Double-precision arrays: InverseVar, IvarY, tbx, yy

String vector (4 elements): r

Nn = Npts
Count = 0
Nrej = 0

If MinProb = 0, Isoplot sets it using the value stored in Isoplot's Numeric Preferences (statistical). In practice, MinProb should be 0.05 unless otherwise indicated.

If MinProb = 0

    MinProb = Val( Menus["MinProb"] ) --MinProb should be 0.05

End If

Some vector/array-sizing, and calculation of the inverse variance values, to weight the weighted mean:

ReDim InverseVar[Nn], yy[Nn], IvarY[Nn], tbx[Nn], yf.WtdResid[Nn]

If CanReject = TRUE

    ReDim Wrejected[Nn, 2]

End If

For i = 1 To Nn

    InverseVar[i] = 1 / ( InpDat[i, 2] )^2

Next i

The following is the "re-entry point" for recalculation of a weighted mean, when CanReject = TRUE and Isoplot has identified an eligible rejection:

Recalc:

ExtSigma = 0
ww.Ext2Sigma = 0 --Named element of output array ww
Weight = 0
SumWtdRatios = 0
q = 0
Count = Count + 1

For i = 1 To Npts

    If InpDat[i, 1] <> 0 AND InpDat[i, 2] <> 0

        Weight = Weight + InverseVar[i]
        SumWtdRatios = SumWtdRatios + InverseVar[i] * InpDat[i, 1]
        q = q + InverseVar[i] * ( ( InpDat[i, 1] )^2 )

    End If

Next i

Now some fundamental calculations (re-sequenced from Ludwig for clarity, and reader sanity), plus calculation of Student's t at the 68.26% confidence level and 95% confidence level (these values are a function of population size). The Excel function TINV returns the two-tailed inverse of the Student's t-distribution, and is documented at https://support.microsoft.com/en-us/office/tinv-function-a7c85b9d-90f5-41fe-9ca5-1cd2f3e1ed7c :

IntMean = SumWtdRatios / Weight --"Internal" wtd average
IntSigmaMean = sqrt( 1 / Weight ) --"Internal" 1sigma absolute error of wtd average
nU = Nn - 1 --Degrees of freedom
t68 = TINV( 0.3174, nU ) --Because 1 - (68.26%) = 0.3174; this is a magic number
t95 = TINV( 0.05, nU ) --Because 1 - (95%) = 0.05

Sums = 0

For i = 1 To Npts

    If InpDat[i, 1] <> 0 AND InpDat[i, 2] <> 0

        Resid = InpDat[i, 1] - IntMean --Simple residual
        WtdResid = Resid / InpDat[i, 2] --Wtd residual
        WtdR2 = WtdResid^2 --Square of wtd residual

        If Nn = Npts 

            yf.WtdResid[i] = WtdResid --WtdR2

        End If --Nn = Npts

        Sums = Sums + WtdR2

    End If --InpDat[i, 1] <> 0 AND InpDat[i, 2] <> 0

Next i

Sums can be used to calculate MSWD and Probability, in conjunction with Excel's FDIST function, which returns the (right-tailed) F probability distribution (degree of diversity) for two data sets. This is documented at https://support.microsoft.com/en-us/office/fdist-function-ecf76fba-b3f1-4e7d-a57e-6a5b7460b786 :

Sums = MAX( Sums, 0 )
MSWD = Sums / nU --Mean Square of Weighted Deviates
Probability = FDIST( MSWD, nU, 1e+9 ) --Probability of equivalence

Provisionally populate some of the elements of output array ww:

With ww
    .IntMean = IntMean
    .IntMeanErr2sigma = 2 * IntSigmaMean
    .MSWD = MSWD
    .Probability = Probability

    If Probability >= 0.3

        .IntMeanErr95 = IntSigmaMean * 1.96

        If OneSigOut = TRUE

            IntErr68 = IntSigmaMean * 0.9998

        End If --OneSigOut = TRUE

    Else

        .IntMeanErr95 = IntSigmaMean * t95 * sqrt( MSWD )
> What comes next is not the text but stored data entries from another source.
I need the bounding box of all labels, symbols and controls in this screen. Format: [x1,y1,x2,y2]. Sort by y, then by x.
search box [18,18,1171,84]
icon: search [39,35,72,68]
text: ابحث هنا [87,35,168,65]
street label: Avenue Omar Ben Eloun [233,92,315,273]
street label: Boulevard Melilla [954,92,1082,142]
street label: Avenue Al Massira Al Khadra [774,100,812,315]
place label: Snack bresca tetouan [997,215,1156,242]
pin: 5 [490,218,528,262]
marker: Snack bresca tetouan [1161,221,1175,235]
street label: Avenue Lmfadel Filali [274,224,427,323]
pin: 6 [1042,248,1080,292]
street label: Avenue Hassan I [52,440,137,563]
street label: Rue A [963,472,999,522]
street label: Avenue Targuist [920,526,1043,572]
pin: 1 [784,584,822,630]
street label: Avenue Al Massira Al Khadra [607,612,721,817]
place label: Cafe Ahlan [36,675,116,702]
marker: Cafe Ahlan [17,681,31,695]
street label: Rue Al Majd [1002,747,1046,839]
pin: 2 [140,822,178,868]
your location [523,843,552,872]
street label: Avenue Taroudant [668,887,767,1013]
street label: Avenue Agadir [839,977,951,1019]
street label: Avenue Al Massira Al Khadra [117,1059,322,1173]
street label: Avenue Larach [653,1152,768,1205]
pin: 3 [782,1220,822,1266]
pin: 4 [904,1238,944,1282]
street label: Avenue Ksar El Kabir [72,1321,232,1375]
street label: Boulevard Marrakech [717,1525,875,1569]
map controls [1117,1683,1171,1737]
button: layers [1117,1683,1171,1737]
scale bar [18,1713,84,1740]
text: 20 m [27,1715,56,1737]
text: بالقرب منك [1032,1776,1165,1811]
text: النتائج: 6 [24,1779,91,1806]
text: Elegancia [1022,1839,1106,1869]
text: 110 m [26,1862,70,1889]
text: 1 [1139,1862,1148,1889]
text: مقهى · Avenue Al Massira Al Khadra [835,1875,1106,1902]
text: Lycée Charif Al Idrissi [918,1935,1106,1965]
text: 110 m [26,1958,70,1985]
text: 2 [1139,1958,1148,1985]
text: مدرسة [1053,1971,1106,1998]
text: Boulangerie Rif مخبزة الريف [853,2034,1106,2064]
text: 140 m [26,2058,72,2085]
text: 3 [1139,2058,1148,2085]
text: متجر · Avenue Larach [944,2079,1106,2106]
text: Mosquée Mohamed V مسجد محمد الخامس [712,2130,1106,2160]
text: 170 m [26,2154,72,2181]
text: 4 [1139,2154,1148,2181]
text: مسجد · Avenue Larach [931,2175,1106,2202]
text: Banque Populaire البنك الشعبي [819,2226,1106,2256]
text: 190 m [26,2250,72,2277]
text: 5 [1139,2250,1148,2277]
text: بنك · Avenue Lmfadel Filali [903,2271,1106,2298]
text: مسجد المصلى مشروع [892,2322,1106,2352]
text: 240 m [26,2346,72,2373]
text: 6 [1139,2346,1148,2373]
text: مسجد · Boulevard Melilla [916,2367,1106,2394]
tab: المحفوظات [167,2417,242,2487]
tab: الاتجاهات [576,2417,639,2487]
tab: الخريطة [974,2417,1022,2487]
        If OneSigOut = TRUE

            IntErr68 = IntSigmaMean * t68 * sqrt( MSWD )

        End If --OneSigOut = TRUE

    End If --Probability >= 0.3

End With

At this point, WeightedAverage has completed population of the ww.Int... elements, as per this view of the VBA6 code editor/debugger in Excel 2003:

WW_AfterIntMean

The next step is to determine whether the data are dispersed (relative to a specific threshold), and if so, to calculate the constant "external" variance (calculated by Ludwig via maximum-likelihood estimation), and the associated "external" weighted mean and its error. Note that this process is independent of the value of the user-specified Boolean ConstExtErr (from subroutine WeightedAv). That code (which follows immediately on) commences:

If ( Probability < MinProb ) AND ( MSWD > 1 )

    Nn = 0

    For i = 1 To Npts

        If InpDat[i, 1] <> 0

            Nn = 1 + Nn
            yy[Nn] = InpDat[i, 1]
            IvarY[Nn] = ( InpDat[i, 2] )^2

        End If

    Next i

    ReDim Preserve yy[Nn], IvarY[Nn]

Vectors yy and IvarY are the inputs to the subroutine that calculates the "external" variance, via the secant method, described by Press et al. (1987), p. 250–251 (more detail below). I am going to step out of this unfinished If statement to describe the generalised function WtdExtFunc, which is an important part of that process, and then return.

sbodorkos commented 3 years ago

Stepping out of the unfinished If statement above, I am going to describe the generalised function WtdExtFunc, which is used repeatedly in the iterative calculation of the "external" error.

Function WtdExtFunc is defined as

WtdExtFunc( TrialExtVar, Xbar, XbarSigma, yy, IvarY, Nn )

where

TrialExtVar is a (mandatory) existing double-precision estimate of "external variance", as input to the calculation performed by this function.

Xbar is a double-precision estimate of the "external" mean, based on the input TrialExtVar, yy and IvarY, as output from the calculation performed by this function.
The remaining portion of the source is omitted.